La Turquie s’est retirée d’un accord international visant à protéger les femmes de la violence domestique.
Le président Recep Tayyip Erdogan a annulé la ratification de la Convention d’Istanbul par la Turquie, dix ans après avoir été le premier pays à signer le traité européen historique.
Aucune raison n’a été fournie pour le retrait, mais de hauts responsables du gouvernement ont déclaré dindeLe droit interne de la République protégera plutôt les droits des femmes.
Des centaines de femmes se sont rassemblées samedi lors de manifestations à travers la Turquie pour protester contre cette décision.
Hatice Yolcu, une étudiante à Istanbul qui s’est jointe à d’autres femmes pour brandir des drapeaux de protestation violets, a déclaré: «Chaque jour, nous nous réveillons à la nouvelle du fémicide.
« La mort ne finit jamais. Les femmes meurent.
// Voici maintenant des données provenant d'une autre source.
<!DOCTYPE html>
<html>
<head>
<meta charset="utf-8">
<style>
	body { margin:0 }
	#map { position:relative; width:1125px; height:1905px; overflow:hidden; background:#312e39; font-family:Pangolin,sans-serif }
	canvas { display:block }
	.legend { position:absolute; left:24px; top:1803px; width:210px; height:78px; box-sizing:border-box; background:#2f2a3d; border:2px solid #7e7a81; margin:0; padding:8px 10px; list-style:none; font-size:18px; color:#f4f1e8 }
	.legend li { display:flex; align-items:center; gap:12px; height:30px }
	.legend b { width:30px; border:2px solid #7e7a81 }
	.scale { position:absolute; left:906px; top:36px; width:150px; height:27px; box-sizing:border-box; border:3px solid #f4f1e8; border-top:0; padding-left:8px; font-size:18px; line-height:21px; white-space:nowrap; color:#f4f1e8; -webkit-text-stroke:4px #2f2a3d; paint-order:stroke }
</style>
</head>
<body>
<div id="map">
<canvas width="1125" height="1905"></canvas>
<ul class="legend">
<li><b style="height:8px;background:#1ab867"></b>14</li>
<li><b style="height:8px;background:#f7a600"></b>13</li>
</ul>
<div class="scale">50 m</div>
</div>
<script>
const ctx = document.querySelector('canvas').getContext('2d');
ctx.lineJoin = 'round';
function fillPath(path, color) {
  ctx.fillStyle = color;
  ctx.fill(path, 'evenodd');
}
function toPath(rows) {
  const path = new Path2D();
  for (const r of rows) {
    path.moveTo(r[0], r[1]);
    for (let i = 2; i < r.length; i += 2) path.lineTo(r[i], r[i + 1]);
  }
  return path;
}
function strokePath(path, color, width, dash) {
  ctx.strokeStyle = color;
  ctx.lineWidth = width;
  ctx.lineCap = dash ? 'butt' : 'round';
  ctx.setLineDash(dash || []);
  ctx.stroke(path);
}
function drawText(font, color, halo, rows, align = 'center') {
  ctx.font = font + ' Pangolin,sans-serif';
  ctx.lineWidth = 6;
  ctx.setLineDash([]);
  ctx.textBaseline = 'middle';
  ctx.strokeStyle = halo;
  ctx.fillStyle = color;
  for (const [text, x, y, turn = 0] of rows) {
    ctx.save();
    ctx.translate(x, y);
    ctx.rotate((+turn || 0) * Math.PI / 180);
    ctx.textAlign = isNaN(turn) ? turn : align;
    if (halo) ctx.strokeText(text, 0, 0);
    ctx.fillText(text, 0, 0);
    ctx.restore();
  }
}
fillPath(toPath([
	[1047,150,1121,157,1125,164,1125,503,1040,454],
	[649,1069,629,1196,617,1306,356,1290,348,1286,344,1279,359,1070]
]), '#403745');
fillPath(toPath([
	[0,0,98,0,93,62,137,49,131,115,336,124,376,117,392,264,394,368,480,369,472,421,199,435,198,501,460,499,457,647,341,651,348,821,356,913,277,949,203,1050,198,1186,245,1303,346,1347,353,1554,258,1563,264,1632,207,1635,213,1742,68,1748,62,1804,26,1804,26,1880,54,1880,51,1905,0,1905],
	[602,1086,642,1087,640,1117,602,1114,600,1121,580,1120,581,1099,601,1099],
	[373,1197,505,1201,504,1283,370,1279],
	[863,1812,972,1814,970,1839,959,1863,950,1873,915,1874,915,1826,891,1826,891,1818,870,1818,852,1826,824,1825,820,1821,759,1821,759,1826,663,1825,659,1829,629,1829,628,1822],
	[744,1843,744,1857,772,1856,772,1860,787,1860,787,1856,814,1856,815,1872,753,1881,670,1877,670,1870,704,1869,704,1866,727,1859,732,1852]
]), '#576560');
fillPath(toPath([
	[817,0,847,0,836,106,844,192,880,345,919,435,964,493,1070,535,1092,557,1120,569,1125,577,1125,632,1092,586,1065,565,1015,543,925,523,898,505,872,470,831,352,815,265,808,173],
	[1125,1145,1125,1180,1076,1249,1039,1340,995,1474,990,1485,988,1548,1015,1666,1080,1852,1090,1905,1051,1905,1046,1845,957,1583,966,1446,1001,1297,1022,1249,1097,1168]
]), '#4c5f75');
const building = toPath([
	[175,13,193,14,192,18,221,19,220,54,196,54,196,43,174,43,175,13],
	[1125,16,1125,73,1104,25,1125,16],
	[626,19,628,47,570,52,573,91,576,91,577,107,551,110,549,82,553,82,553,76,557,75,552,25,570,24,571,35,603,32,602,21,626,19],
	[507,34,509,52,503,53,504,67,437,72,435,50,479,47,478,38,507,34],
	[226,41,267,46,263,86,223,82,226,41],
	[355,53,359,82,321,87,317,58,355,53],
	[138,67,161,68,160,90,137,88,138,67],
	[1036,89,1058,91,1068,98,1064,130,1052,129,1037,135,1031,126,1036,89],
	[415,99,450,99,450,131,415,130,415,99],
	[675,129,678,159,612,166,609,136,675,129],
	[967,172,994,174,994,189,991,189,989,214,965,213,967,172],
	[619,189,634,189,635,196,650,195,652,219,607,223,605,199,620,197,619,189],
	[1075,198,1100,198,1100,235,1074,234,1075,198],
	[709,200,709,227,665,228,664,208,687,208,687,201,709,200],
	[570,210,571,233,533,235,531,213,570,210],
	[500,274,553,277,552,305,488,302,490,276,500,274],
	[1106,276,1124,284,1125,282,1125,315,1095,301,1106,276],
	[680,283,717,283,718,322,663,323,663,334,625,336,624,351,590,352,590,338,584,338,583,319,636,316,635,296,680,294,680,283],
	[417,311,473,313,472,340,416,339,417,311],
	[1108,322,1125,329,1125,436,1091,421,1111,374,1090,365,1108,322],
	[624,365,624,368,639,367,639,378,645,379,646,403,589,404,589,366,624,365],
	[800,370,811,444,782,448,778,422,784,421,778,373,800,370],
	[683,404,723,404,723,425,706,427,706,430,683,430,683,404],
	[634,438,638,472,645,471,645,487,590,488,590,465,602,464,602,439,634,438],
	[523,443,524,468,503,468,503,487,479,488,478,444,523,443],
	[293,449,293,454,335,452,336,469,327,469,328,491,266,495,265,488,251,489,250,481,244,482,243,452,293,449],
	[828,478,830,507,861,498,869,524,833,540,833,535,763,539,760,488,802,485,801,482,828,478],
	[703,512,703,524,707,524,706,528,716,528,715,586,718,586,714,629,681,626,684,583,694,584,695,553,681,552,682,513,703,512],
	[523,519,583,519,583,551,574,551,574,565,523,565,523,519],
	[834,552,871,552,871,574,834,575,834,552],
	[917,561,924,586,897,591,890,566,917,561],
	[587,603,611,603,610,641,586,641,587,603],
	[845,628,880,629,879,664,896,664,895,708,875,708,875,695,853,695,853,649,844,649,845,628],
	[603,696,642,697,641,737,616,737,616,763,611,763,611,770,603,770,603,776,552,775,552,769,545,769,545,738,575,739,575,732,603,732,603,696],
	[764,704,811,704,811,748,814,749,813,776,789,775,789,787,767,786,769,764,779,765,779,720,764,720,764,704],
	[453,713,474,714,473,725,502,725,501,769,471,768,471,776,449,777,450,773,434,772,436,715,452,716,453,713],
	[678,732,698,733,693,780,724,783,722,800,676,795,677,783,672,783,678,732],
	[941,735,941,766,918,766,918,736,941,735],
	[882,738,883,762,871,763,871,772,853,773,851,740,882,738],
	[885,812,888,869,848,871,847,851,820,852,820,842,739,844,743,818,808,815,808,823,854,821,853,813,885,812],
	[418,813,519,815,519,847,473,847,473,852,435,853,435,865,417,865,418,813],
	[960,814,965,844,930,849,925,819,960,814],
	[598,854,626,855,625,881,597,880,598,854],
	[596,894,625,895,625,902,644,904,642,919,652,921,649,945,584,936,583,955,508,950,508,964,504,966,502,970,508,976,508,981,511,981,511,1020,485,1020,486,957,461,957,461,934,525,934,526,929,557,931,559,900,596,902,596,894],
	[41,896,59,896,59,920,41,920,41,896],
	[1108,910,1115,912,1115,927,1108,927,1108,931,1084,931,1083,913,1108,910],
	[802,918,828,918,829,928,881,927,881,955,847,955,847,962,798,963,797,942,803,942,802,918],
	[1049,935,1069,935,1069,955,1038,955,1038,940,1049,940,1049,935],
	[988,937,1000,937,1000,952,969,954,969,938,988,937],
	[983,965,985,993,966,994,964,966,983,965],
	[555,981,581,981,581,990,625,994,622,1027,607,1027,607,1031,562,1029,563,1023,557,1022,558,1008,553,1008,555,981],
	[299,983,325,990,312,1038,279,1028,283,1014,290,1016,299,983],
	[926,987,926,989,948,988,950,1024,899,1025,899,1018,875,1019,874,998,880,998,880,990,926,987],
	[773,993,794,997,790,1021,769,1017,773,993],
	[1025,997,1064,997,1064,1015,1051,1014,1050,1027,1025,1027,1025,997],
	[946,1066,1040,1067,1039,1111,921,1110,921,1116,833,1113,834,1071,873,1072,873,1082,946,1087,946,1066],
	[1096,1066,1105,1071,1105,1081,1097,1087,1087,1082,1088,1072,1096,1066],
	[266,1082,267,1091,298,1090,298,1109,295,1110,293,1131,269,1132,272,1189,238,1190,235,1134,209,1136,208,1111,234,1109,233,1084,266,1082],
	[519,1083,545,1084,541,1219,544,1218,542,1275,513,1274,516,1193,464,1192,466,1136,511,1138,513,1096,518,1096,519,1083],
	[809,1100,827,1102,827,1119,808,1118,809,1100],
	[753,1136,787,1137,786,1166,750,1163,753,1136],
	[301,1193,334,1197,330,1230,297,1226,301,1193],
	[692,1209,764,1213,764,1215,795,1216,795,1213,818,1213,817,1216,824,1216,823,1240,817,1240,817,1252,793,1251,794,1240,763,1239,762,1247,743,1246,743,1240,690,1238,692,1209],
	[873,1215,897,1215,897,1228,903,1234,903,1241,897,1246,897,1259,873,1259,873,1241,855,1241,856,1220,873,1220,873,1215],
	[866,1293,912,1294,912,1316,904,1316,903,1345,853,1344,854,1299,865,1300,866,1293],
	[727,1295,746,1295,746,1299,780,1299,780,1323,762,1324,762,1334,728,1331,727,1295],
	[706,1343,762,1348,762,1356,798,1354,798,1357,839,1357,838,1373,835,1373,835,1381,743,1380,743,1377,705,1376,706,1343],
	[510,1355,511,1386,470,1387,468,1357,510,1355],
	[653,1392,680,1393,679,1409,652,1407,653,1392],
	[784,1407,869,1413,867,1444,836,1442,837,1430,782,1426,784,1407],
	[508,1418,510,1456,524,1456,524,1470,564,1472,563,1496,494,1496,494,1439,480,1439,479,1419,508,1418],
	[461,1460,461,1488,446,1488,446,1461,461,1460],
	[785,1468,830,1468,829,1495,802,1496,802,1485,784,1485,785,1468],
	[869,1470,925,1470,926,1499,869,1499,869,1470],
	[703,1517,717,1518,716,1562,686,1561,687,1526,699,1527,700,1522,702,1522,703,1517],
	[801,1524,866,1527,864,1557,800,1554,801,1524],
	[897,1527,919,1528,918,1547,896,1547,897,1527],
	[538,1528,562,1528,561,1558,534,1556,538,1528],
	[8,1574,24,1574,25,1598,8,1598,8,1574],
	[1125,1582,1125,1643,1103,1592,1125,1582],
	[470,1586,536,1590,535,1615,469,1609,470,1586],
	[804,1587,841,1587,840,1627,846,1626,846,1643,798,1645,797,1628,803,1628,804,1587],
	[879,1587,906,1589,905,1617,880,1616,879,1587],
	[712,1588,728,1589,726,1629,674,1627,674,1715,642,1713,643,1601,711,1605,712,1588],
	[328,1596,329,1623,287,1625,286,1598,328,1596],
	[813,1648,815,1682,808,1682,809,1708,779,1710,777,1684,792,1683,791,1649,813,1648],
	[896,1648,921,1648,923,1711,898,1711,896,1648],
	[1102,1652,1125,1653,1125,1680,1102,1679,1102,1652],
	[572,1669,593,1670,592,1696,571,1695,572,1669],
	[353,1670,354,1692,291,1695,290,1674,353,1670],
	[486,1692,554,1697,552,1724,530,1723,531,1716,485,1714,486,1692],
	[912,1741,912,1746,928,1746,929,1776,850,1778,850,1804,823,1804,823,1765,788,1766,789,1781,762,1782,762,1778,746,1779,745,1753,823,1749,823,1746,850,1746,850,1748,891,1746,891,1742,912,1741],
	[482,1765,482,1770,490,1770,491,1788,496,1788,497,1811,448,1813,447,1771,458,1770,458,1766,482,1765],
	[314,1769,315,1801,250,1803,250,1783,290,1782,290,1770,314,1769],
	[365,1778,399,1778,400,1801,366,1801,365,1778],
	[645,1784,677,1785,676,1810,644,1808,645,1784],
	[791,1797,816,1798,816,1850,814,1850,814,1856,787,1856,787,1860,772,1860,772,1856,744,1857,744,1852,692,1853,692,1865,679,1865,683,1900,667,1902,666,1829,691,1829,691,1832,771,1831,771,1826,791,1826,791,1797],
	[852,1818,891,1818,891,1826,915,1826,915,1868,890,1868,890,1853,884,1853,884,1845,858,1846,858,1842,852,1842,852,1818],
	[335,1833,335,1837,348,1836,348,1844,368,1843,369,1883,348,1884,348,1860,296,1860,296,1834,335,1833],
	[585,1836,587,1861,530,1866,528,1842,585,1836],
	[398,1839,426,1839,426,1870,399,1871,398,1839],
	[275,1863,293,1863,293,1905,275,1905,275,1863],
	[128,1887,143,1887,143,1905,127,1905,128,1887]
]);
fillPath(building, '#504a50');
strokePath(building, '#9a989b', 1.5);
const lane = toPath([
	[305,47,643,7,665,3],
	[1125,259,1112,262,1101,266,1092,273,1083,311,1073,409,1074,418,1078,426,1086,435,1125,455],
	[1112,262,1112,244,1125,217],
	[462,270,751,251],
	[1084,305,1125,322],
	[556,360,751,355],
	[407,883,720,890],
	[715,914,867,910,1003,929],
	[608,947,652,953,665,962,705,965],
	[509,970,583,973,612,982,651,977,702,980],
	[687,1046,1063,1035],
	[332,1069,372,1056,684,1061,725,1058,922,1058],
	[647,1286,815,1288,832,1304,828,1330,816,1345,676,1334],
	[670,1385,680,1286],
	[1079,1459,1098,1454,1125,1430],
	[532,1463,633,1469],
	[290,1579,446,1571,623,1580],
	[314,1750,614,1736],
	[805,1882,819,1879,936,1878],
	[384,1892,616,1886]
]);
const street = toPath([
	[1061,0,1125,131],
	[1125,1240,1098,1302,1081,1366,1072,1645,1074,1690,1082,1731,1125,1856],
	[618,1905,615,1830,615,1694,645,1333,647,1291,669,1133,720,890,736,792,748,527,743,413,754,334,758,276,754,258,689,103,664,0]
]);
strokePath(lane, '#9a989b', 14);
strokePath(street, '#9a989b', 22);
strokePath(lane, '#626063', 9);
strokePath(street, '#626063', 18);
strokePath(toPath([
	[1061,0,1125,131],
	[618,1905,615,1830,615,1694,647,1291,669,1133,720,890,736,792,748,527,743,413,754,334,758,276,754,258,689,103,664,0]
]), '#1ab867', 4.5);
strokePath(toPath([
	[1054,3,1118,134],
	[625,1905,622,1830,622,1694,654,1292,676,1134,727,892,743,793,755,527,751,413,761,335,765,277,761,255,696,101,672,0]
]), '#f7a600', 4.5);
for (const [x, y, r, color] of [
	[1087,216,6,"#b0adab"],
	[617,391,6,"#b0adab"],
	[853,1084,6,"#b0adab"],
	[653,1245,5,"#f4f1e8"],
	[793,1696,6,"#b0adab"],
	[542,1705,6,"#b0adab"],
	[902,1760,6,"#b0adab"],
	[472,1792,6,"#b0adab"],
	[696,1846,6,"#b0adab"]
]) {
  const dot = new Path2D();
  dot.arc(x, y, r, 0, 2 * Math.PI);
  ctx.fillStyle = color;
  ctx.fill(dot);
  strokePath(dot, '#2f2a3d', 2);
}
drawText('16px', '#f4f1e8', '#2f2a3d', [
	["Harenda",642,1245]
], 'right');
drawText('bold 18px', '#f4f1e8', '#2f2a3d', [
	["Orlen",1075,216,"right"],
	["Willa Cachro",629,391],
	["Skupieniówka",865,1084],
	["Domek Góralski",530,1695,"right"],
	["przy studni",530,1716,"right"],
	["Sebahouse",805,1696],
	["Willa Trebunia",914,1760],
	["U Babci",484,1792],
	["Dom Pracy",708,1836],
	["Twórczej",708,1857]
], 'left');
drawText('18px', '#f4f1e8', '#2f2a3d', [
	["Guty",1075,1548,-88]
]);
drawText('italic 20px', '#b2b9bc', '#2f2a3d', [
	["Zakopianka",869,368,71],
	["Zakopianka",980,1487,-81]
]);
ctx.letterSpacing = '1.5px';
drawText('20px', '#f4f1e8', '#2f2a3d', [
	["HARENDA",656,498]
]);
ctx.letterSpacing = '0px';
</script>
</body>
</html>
Rien n’arrive aux hommes. »
Portant le nom de la plus grande ville de Turquie, où l’accord du Conseil de l’Europe a été forgé, la Convention d’Istanbul s’engage à prévenir, poursuivre et éliminer la violence domestique et promouvoir l’égalité.
La Turquie l’a signée en 2011, mais le féminicide – le meurtre de femmes et de filles – a augmenté dans le pays ces dernières années et la convention avait divisé le parti AK de M. Erdogan, d’origine islamiste, et même sa famille.
L’année dernière, des responsables ont déclaré que le gouvernement envisageait de se retirer lors d’une dispute sur la manière de réduire la violence croissante à l’égard des femmes.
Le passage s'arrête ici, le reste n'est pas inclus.